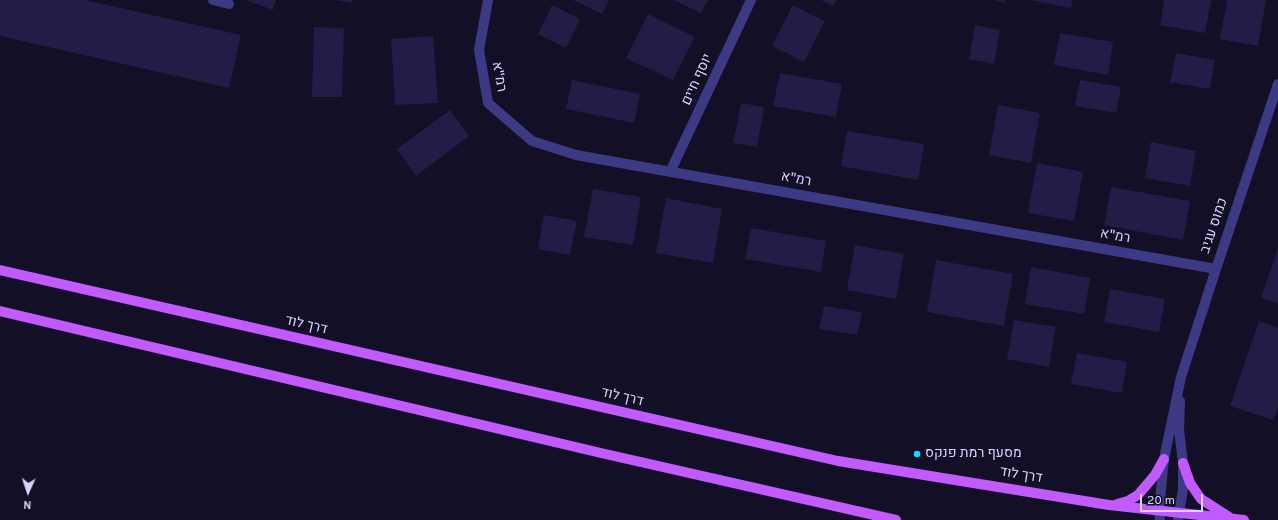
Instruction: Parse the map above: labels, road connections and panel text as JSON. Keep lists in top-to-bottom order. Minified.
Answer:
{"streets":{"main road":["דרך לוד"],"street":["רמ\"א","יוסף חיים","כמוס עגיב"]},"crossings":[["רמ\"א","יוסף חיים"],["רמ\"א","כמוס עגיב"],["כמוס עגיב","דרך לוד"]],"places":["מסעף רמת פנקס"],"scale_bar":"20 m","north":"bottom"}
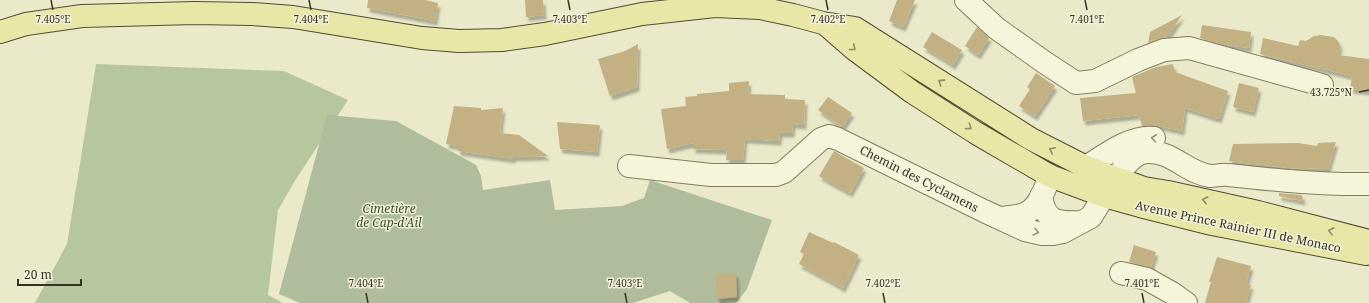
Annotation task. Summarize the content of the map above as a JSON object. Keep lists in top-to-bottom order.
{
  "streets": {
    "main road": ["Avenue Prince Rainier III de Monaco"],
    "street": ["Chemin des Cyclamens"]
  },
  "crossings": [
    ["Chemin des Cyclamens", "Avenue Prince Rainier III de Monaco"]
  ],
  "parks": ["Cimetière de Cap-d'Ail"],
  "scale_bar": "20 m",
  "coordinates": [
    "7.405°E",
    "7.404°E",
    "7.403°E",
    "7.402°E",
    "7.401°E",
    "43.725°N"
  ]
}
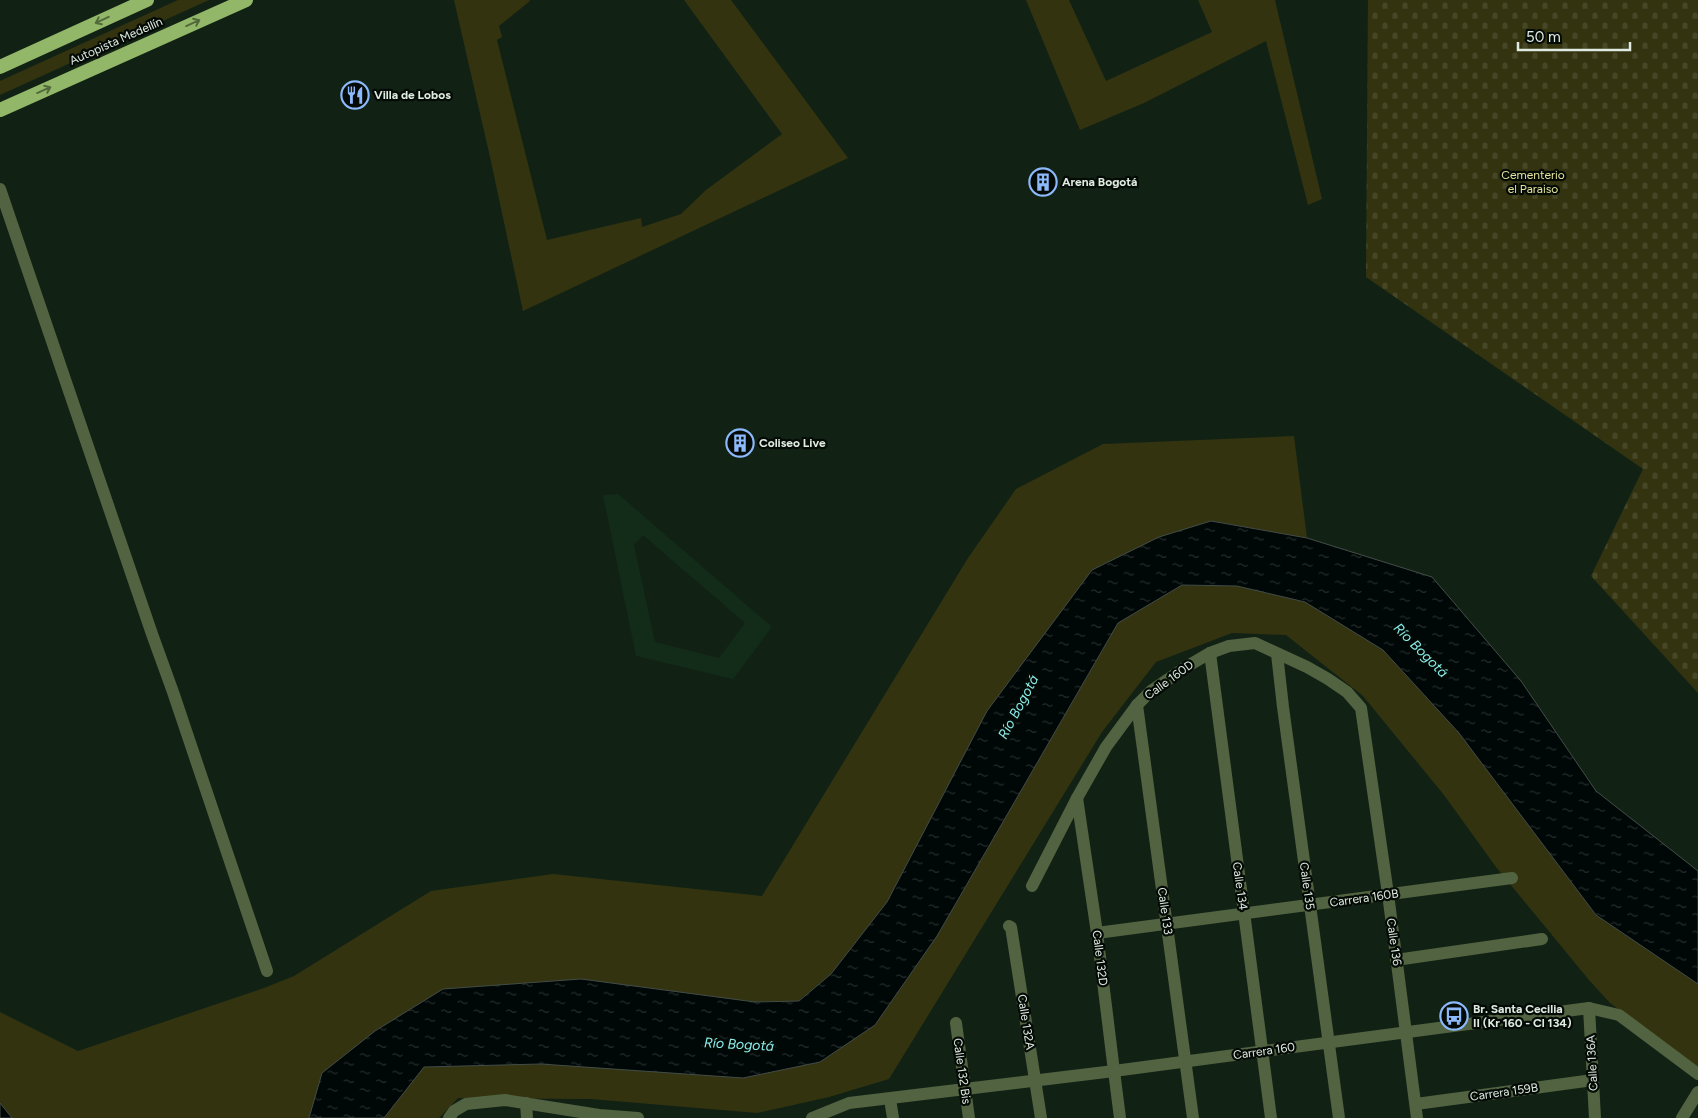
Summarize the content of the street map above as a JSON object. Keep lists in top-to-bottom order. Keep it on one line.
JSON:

### Task requirements
Everything in the data except the pictures must be transcribed exactly.

### Answer to this problem
Instruction: Parse the map above: labels, road connections and panel text as JSON. Keep lists in top-to-bottom order. Minified.
Answer:
{"streets":{"main road":["דרך לוד"],"street":["רמ\"א","יוסף חיים","כמוס עגיב"]},"crossings":[["רמ\"א","יוסף חיים"],["רמ\"א","כמוס עגיב"],["כמוס עגיב","דרך לוד"]],"places":["מסעף רמת פנקס"],"scale_bar":"20 m","north":"bottom"}
Annotation task. Summarize the content of the map above as a JSON object. Keep lists in top-to-bottom order.
{
  "streets": {
    "main road": ["Avenue Prince Rainier III de Monaco"],
    "street": ["Chemin des Cyclamens"]
  },
  "crossings": [
    ["Chemin des Cyclamens", "Avenue Prince Rainier III de Monaco"]
  ],
  "parks": ["Cimetière de Cap-d'Ail"],
  "scale_bar": "20 m",
  "coordinates": [
    "7.405°E",
    "7.404°E",
    "7.403°E",
    "7.402°E",
    "7.401°E",
    "43.725°N"
  ]
}
Summarize the content of the street map above as a JSON object. Keep lists in top-to-bottom order. Keep it on one line.
JSON:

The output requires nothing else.